- [Data listing]
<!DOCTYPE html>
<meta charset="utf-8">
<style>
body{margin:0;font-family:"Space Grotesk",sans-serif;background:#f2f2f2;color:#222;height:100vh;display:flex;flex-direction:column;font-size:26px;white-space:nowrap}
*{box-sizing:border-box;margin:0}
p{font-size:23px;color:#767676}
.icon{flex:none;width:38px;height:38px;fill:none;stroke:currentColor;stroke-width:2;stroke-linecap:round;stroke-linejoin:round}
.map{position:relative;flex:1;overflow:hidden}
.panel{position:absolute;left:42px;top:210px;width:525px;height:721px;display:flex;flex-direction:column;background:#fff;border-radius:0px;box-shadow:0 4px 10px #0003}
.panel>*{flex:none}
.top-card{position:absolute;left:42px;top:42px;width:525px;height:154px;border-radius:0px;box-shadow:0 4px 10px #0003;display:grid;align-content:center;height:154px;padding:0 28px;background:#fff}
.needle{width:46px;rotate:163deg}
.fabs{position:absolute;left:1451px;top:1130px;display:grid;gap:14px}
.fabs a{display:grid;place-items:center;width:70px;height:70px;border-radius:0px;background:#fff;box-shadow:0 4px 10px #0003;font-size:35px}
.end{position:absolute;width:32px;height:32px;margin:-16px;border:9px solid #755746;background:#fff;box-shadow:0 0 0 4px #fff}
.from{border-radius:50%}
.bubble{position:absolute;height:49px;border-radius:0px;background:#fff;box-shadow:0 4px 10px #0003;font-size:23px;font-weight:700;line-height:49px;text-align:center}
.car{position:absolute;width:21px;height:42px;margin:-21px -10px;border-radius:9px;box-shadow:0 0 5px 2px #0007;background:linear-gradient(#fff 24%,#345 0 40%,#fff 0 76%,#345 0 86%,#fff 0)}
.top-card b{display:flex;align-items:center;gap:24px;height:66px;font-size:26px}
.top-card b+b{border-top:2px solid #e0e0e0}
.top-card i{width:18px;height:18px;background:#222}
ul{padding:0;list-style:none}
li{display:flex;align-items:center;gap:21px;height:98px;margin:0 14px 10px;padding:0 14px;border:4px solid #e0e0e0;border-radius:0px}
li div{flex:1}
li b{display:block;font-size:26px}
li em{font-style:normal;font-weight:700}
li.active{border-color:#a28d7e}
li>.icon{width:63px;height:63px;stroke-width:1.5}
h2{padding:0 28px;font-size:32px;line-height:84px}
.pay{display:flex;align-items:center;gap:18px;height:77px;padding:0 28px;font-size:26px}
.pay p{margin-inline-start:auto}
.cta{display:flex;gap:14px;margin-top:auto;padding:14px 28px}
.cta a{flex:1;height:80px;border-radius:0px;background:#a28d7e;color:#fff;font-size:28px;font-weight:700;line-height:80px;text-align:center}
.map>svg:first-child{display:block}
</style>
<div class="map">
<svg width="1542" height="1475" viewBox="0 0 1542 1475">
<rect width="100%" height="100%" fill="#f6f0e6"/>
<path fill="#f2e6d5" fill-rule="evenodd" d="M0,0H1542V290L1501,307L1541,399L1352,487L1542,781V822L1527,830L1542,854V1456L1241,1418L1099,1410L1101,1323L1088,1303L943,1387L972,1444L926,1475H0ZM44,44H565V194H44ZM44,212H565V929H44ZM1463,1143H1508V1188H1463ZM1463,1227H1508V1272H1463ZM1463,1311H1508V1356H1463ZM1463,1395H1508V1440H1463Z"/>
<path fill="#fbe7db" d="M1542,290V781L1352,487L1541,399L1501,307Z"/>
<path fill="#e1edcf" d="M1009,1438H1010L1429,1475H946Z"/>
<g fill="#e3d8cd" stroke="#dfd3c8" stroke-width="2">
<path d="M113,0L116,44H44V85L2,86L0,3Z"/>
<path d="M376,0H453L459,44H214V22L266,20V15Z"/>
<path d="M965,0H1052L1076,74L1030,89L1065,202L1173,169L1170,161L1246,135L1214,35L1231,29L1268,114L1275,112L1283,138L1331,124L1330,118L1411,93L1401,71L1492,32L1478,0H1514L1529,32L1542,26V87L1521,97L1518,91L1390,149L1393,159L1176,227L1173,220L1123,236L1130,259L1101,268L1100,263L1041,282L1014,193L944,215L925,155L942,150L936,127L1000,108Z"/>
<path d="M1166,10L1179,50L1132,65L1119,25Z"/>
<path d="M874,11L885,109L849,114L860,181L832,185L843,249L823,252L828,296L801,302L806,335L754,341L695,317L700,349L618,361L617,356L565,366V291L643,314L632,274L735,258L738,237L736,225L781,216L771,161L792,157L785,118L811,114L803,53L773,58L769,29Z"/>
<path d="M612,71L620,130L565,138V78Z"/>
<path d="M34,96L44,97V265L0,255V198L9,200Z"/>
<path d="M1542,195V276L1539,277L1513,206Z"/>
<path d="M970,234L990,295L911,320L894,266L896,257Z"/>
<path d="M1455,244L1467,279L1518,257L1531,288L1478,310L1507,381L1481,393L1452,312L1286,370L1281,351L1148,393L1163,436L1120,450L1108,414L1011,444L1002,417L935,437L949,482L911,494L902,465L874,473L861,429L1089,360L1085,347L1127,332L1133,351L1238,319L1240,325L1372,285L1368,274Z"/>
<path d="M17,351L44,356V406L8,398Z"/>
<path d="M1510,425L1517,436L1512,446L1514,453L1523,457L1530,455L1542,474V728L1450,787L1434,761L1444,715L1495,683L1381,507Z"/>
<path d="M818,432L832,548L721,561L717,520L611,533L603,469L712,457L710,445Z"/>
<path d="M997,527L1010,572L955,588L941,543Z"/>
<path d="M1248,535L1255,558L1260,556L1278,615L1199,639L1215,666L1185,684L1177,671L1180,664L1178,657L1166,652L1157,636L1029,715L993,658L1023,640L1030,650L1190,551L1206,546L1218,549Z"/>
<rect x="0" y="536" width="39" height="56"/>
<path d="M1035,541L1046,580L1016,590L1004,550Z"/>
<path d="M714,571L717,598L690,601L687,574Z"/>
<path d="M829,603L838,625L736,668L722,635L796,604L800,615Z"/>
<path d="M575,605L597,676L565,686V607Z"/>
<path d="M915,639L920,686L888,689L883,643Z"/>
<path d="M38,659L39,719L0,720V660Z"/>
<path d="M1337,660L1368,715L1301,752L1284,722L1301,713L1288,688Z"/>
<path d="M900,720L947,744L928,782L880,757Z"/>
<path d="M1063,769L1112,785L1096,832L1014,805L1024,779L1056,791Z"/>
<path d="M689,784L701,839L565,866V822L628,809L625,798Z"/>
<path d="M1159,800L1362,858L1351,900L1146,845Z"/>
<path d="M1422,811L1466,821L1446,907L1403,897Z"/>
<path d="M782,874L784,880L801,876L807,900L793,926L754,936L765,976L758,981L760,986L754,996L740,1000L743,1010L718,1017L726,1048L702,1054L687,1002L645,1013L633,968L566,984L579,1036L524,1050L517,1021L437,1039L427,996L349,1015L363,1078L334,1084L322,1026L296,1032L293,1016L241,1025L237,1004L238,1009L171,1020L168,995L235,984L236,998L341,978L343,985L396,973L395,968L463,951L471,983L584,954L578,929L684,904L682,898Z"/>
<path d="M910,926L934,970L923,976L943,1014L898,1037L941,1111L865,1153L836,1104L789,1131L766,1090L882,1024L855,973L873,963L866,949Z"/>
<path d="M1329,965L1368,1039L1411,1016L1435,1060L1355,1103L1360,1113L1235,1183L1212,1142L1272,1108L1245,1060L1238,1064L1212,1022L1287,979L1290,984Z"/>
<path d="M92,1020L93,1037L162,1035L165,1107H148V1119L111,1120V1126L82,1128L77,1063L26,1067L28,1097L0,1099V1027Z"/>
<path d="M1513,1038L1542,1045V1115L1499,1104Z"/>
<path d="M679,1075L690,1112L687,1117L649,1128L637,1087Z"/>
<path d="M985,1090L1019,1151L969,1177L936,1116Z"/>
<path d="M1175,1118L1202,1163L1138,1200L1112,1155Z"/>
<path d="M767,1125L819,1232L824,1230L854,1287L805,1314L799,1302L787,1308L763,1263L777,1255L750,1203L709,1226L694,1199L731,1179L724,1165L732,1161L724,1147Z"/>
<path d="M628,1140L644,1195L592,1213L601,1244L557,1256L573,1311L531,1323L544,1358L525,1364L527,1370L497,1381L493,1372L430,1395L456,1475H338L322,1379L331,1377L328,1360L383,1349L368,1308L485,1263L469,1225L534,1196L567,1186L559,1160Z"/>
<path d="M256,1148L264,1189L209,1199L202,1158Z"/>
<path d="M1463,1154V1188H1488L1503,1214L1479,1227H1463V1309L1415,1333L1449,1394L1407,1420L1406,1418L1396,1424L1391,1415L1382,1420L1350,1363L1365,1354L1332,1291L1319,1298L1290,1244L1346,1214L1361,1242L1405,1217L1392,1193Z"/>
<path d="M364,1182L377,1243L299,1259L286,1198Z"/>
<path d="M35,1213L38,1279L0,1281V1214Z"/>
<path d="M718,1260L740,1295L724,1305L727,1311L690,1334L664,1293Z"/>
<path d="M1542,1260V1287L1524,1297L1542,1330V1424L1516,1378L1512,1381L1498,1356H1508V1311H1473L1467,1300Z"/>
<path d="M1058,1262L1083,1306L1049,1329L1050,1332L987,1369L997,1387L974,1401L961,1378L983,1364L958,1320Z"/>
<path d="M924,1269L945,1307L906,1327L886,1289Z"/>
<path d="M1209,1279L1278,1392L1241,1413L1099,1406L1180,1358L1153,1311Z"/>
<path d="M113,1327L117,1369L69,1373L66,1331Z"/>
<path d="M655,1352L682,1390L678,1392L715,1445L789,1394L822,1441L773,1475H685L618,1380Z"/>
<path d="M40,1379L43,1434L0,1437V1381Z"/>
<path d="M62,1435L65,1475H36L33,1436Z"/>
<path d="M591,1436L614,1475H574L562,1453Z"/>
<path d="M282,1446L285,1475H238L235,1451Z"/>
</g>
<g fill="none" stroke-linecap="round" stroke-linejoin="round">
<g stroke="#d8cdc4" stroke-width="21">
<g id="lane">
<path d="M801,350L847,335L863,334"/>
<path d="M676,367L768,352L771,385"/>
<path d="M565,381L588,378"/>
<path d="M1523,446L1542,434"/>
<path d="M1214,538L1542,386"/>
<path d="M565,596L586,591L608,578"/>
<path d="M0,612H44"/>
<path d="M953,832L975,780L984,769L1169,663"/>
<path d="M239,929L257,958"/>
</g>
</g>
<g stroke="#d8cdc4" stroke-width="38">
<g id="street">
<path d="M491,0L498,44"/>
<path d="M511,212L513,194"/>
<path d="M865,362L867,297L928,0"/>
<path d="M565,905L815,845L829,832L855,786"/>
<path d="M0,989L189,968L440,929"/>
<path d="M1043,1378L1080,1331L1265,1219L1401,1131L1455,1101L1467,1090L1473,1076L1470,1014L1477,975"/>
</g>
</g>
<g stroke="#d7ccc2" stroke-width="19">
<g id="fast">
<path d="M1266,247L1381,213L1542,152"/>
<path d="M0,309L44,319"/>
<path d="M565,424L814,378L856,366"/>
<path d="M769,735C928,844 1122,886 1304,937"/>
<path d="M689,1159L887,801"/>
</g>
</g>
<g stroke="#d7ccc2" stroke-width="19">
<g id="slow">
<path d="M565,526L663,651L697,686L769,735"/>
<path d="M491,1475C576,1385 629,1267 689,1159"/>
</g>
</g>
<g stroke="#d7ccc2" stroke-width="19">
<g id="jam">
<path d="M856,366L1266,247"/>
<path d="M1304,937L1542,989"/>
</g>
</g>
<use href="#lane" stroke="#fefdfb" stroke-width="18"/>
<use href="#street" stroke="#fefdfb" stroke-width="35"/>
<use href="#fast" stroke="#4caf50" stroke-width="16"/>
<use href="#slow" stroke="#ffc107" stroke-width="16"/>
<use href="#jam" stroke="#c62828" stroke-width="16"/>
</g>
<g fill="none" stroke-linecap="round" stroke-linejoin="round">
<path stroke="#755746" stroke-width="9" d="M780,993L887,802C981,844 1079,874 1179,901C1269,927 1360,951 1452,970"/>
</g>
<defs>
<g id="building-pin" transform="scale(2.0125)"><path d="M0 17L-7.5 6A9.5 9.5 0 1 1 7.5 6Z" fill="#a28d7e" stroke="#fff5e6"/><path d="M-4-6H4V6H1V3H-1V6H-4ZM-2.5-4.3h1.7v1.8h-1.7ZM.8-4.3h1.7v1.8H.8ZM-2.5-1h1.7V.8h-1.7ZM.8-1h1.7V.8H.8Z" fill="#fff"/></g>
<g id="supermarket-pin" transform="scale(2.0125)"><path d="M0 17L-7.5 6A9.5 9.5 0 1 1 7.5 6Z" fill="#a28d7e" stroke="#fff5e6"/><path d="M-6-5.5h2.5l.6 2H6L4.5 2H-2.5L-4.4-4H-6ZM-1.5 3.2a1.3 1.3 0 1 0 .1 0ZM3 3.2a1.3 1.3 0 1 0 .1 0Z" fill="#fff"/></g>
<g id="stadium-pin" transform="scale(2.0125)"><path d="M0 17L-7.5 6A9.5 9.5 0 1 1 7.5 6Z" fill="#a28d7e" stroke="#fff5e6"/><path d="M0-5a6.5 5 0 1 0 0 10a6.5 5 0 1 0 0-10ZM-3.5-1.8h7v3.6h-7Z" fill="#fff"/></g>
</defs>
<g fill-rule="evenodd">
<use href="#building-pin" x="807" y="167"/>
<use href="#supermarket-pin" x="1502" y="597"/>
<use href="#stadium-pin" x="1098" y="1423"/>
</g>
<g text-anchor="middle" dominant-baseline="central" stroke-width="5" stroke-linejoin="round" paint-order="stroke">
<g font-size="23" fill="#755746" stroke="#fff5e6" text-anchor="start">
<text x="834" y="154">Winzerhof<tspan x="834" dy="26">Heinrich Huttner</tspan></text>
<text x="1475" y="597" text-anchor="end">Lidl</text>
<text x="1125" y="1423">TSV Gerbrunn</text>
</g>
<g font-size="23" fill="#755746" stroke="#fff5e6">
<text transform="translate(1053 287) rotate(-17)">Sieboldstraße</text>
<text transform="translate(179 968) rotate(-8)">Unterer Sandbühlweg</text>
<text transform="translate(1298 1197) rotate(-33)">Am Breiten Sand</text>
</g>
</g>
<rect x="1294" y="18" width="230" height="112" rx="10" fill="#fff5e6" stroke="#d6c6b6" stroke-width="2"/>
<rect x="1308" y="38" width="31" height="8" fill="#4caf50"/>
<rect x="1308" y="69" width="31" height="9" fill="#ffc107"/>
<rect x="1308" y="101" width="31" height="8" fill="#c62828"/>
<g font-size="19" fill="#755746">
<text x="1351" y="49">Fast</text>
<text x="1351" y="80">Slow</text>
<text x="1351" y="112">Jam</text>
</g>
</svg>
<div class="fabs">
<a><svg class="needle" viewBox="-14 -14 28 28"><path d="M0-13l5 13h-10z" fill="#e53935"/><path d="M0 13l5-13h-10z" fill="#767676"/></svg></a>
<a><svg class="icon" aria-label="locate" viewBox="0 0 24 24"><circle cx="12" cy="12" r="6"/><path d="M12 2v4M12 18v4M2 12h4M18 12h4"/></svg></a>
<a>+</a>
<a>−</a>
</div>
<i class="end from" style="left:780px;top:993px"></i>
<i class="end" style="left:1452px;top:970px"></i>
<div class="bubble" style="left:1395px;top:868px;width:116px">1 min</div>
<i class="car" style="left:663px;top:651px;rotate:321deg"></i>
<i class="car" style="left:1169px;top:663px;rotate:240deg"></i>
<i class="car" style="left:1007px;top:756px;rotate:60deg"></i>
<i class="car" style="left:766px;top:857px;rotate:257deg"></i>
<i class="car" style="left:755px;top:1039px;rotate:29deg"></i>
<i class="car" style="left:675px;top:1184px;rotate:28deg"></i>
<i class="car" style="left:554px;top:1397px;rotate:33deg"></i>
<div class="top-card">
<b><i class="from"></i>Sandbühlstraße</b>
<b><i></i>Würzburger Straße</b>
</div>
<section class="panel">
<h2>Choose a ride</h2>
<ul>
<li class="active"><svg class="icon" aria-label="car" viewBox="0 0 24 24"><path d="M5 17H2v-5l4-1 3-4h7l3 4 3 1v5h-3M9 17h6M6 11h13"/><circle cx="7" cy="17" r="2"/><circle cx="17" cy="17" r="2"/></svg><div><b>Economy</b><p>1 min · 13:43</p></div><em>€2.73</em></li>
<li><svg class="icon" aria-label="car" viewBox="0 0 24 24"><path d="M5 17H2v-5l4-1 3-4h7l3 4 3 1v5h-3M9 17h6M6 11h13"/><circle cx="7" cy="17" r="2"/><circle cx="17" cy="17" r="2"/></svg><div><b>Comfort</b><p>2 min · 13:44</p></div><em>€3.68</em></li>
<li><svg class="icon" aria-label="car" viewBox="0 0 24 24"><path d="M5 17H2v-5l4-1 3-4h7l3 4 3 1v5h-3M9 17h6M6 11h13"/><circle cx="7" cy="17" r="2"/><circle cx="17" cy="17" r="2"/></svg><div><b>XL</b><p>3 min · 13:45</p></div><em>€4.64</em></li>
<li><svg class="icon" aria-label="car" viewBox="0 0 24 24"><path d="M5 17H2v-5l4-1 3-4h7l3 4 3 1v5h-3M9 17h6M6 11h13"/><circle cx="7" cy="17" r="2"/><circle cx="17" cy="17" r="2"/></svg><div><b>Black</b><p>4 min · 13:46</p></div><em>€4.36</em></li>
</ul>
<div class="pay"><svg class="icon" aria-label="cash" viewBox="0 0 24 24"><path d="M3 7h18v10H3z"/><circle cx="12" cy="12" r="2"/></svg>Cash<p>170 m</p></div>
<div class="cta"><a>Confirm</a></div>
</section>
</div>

- [Problem] Within the lines above, find those holding the word "weight" and copy them.

- [Task output]
.bubble{position:absolute;height:49px;border-radius:0px;background:#fff;box-shadow:0 4px 10px #0003;font-size:23px;font-weight:700;line-height:49px;text-align:center}
li em{font-style:normal;font-weight:700}
.cta a{flex:1;height:80px;border-radius:0px;background:#a28d7e;color:#fff;font-size:28px;font-weight:700;line-height:80px;text-align:center}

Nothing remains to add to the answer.